There have been numerous changes to SSDs since they moved into the mainstream 15 years ago, with controllers providing increasing, then decreasing endurance levels, and offering greater, then lesser levels of autonomy. What has been missing is any ability for the system to determine the level of performance that the SSD provides.
Recently Kioxia, the company formerly known as Toshiba Memory, announced a new initiative called “Software-Enabled Flash”, that aims to provide a consistent interface between software and SSDs that allows the software to choose the level of involvement it wants to have in the SSD’s behavior.
First, let’s talk a little bit about the problem. NAND flash memory requires significant management. The whole concept of NAND flash is that it’s OK for it to be phenomenally difficult to work with as long as it’s the cheapest memory available. Here’s a list of a few of the reasons that NAND flash is hard to work with:
-
-
-
- It requires error correction
- Bits get stuck (either high or low) if you write to them too many times
- It must be erased every time new data is to be written to it
- One full page must be written at a time. These pages have different sizes depending on the chip
- Erases are performed at the block level, with each block consuming thousands of pages
- It takes milliseconds to perform erases and writes, yet reads take only microseconds to set up, and tens of nanoseconds to stream out
-
-
The list goes on, but the issues above are sufficient to give the reader a pounding headache!
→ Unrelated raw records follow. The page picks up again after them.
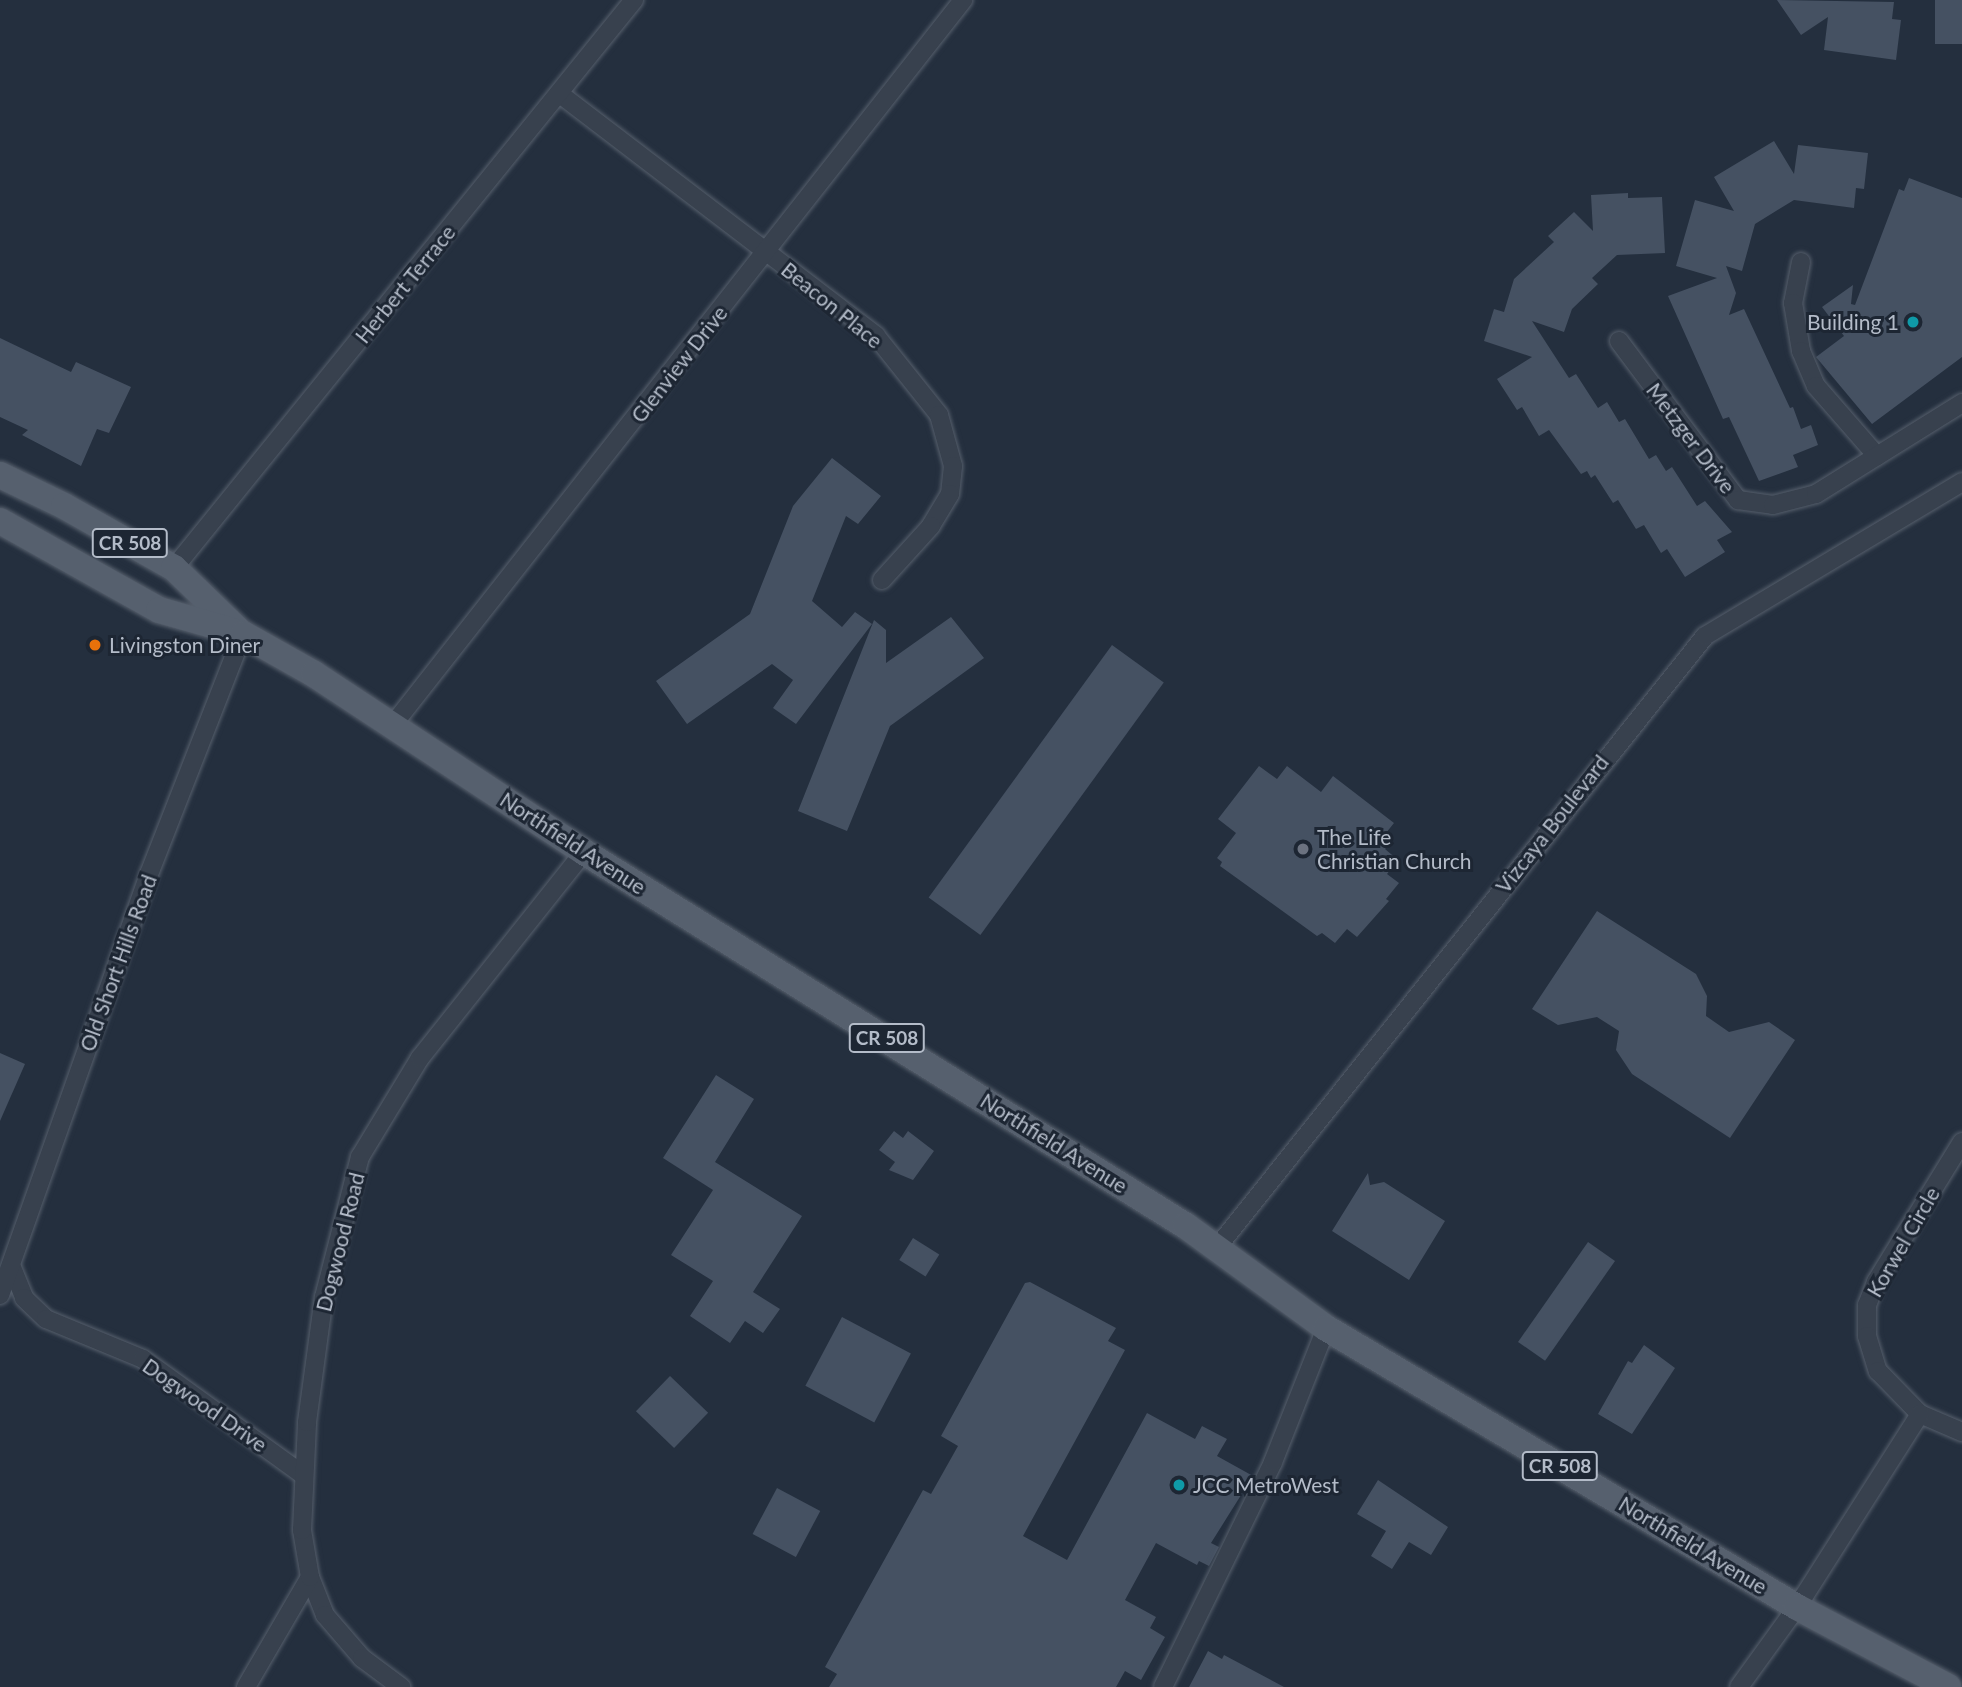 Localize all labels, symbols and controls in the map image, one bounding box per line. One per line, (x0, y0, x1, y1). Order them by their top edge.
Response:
street label: Herbert Terrace (350, 220, 460, 348)
street label: Beacon Place (776, 257, 888, 353)
street label: Glenview Drive (625, 300, 733, 428)
place label: Building 1 (1807, 309, 1899, 335)
marker: Building 1 (1905, 314, 1921, 330)
street label: Metzger Drive (1641, 378, 1741, 498)
road number: CR 508 (92, 528, 168, 558)
place label: Livingston Diner (109, 632, 260, 658)
marker: Livingston Diner (87, 637, 103, 653)
street label: Vizcaya Boulevard (1490, 750, 1614, 898)
street label: Northfield Avenue (495, 786, 651, 900)
place label: The Life Christian Church (1317, 824, 1471, 874)
marker: The Life Christian Church (1295, 841, 1311, 857)
street label: Old Short Hills Road (74, 871, 162, 1055)
road number: CR 508 (848, 1022, 926, 1054)
street label: Northfield Avenue (976, 1088, 1132, 1198)
street label: Dogwood Road (311, 1170, 369, 1314)
street label: Korwel Circle (1861, 1183, 1945, 1301)
street label: Dogwood Drive (138, 1353, 272, 1457)
road number: CR 508 (1522, 1450, 1598, 1482)
place label: JCC MetroWest (1193, 1472, 1339, 1498)
marker: JCC MetroWest (1171, 1477, 1187, 1493)
street label: Northfield Avenue (1614, 1491, 1772, 1599)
There’s little wonder that SSDs are almost all managed by controllers, and that the programming of these controllers is an art that is most often left to a team of specialists at the SSD manufacturer. Few others would be interested in developing the high level of expertise required to master NAND flash management.
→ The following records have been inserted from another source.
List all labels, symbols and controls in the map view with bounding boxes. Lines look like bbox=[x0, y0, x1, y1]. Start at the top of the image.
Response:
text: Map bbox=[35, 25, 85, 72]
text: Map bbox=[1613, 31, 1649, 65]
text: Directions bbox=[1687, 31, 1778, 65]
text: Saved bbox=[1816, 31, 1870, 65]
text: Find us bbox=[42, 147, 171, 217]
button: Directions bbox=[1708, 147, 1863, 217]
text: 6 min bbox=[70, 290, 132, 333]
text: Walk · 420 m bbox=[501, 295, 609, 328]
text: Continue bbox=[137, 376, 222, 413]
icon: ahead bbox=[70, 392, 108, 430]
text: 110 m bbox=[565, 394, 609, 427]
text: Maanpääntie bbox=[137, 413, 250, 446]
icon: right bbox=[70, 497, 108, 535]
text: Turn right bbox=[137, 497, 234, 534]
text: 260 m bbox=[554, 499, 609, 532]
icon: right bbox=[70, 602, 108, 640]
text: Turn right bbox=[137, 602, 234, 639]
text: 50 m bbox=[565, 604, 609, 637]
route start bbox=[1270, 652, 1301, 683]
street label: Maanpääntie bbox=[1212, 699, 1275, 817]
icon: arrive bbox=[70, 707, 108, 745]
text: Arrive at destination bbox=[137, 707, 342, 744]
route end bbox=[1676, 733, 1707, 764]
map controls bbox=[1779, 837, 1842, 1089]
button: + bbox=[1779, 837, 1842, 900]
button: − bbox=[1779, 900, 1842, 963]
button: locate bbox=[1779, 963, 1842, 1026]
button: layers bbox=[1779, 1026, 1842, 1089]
(If you want to go into more depth in how controllers work there’s a series you can read on The SSD Guy blog called: How Controllers Maximize SSD Life)
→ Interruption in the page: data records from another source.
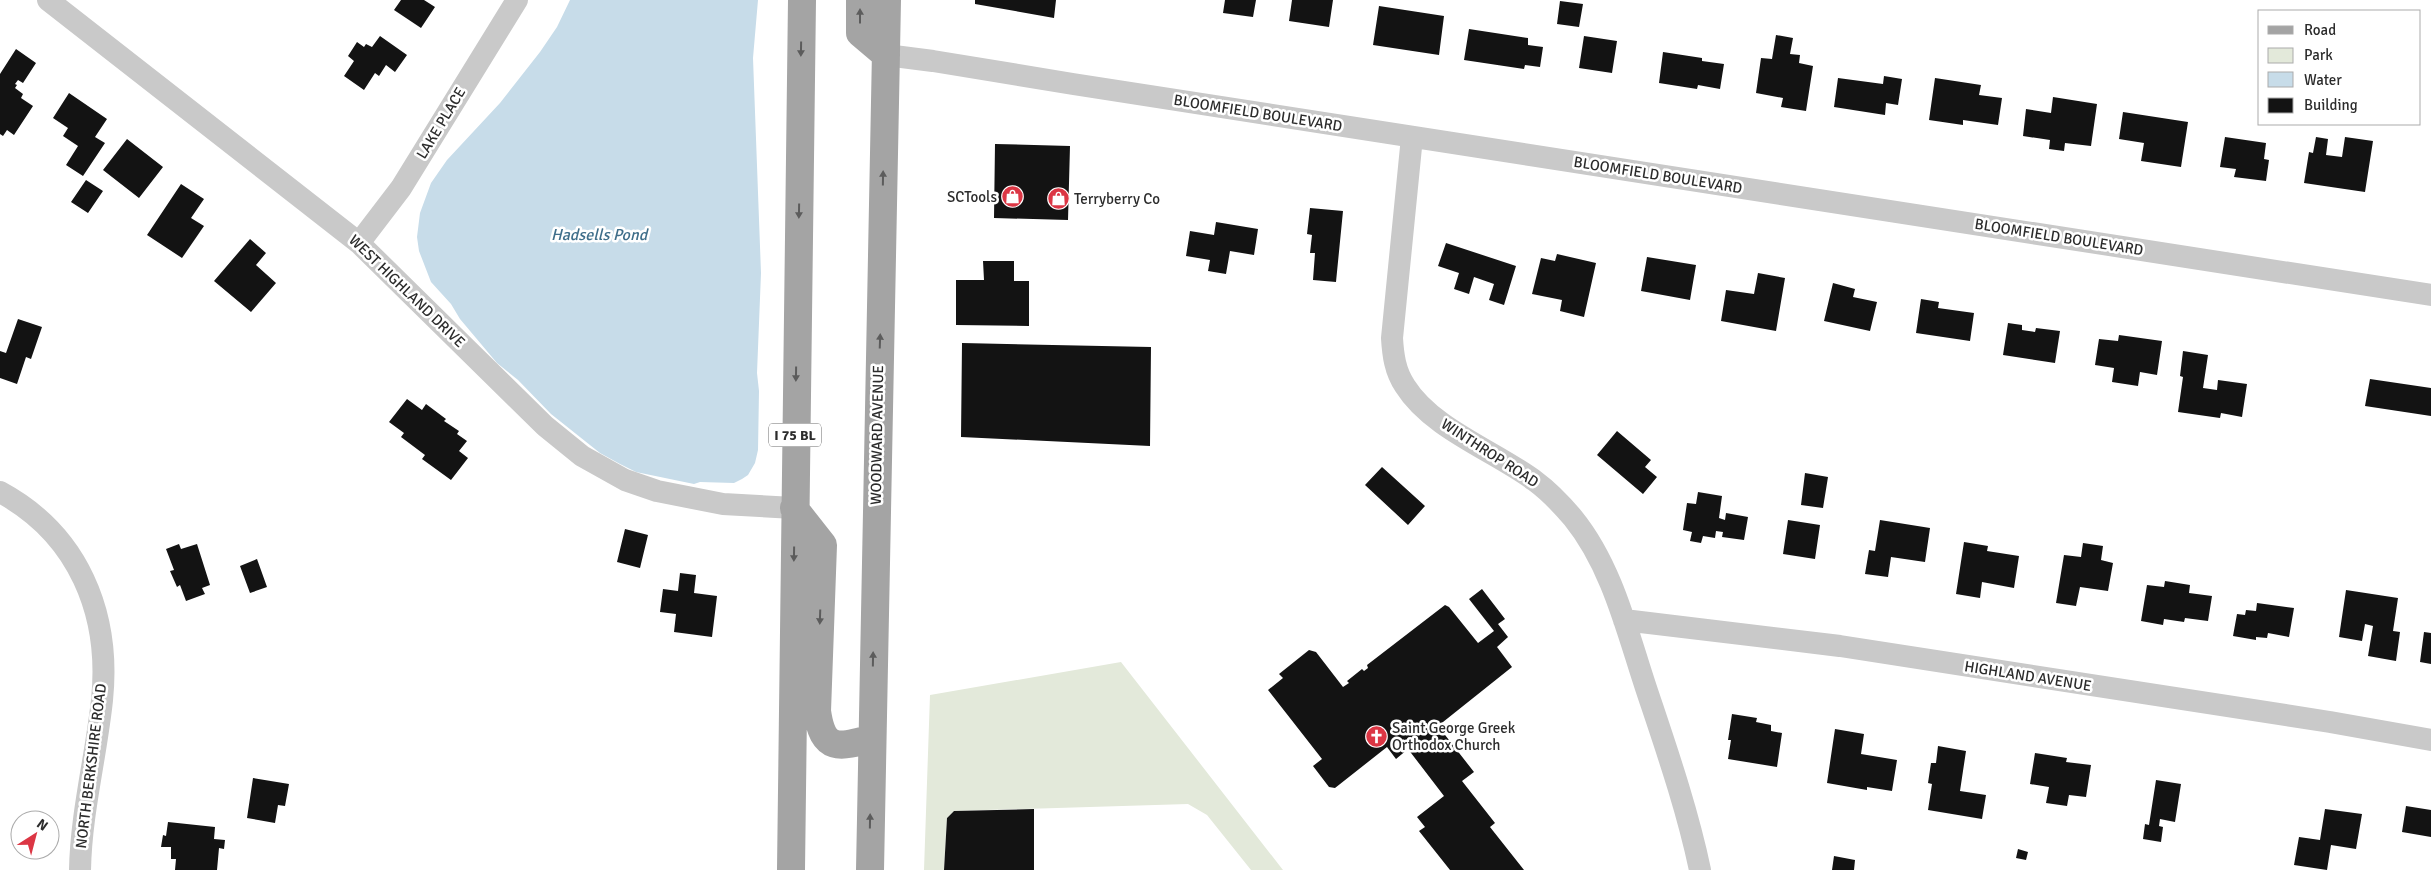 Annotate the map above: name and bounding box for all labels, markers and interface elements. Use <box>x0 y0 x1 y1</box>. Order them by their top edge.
one-way arrow <box>856 8 864 24</box>
legend <box>2258 10 2421 125</box>
text: Road <box>2304 21 2336 39</box>
one-way arrow <box>797 41 805 57</box>
text: Park <box>2304 46 2333 64</box>
text: Water <box>2304 71 2342 89</box>
street label: LAKE PLACE <box>413 84 469 162</box>
street label: BLOOMFIELD BOULEVARD <box>1172 91 1344 135</box>
text: Building <box>2304 96 2358 114</box>
street label: BLOOMFIELD BOULEVARD <box>1572 153 1744 197</box>
one-way arrow <box>880 170 888 186</box>
shop icon: SCTools <box>1001 185 1025 209</box>
shop icon: Terryberry Co <box>1046 187 1070 211</box>
place label: SCTools <box>947 188 997 206</box>
place label: Terryberry Co <box>1074 190 1160 208</box>
one-way arrow <box>795 203 803 219</box>
street label: BLOOMFIELD BOULEVARD <box>1973 215 2145 259</box>
water label: Hadsells Pond <box>551 225 650 245</box>
street label: WEST HIGHLAND DRIVE <box>345 231 469 351</box>
one-way arrow <box>876 332 884 348</box>
street label: WOODWARD AVENUE <box>867 365 887 505</box>
one-way arrow <box>792 366 800 382</box>
street label: WINTHROP ROAD <box>1438 415 1542 491</box>
road number: I 75 BL <box>769 424 821 446</box>
one-way arrow <box>790 546 798 562</box>
one-way arrow <box>816 609 824 625</box>
one-way arrow <box>869 651 877 667</box>
street label: HIGHLAND AVENUE <box>1963 657 2093 695</box>
street label: NORTH BERKSHIRE ROAD <box>72 682 110 850</box>
place label: Saint George Greek Orthodox Church <box>1392 719 1516 754</box>
church icon: Saint George Greek Orthodox Church <box>1364 725 1388 749</box>
north arrow <box>10 810 60 860</box>
one-way arrow <box>867 813 875 829</box>
text: N <box>33 815 51 835</box>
But certain Internet data centers have determined that it pays back to closely manage the flash within the SSD. This is because the controller in the SSD is completely asynchronous to the workings of the server’s applications programs, and this can randomly slow down data access. I like to compare it to a revolving door, which rotates at a set speed. People have to pace themselves to the revolving door to get into the building. If you have 100 people waiting to enter the building then the revolving door will slow them down compared to a door that they can pull open at their convenience.
In the case of an SSD, though, it’s even worse, because the revolving door occasionally stops, and nobody ever knows when that might happen! This tends to happen when a garbage collection routine bumps into a host write command.
A lot of this is the result of HDD legacy: Since computers didn’t already have a natural place to put NAND flash it had to be fit into an interface that was designed for something else. Most SSDs have used the HDD interface. Some companies tried (with varying degrees of success) to add NAND to the memory channel in a DIMM slot, with NVDIMMs remaining as others faded away, and today’s SSDs are largely migrating to NVMe over a PCIe interface, an interface that was originally designed to connect GPUs and math co-processors to the processor. Since NAND flash is not a natural fit for any of these interfaces, each has required some degree of shimming to make things fit together. It is this shimming that can negatively impact the overall system’s performance.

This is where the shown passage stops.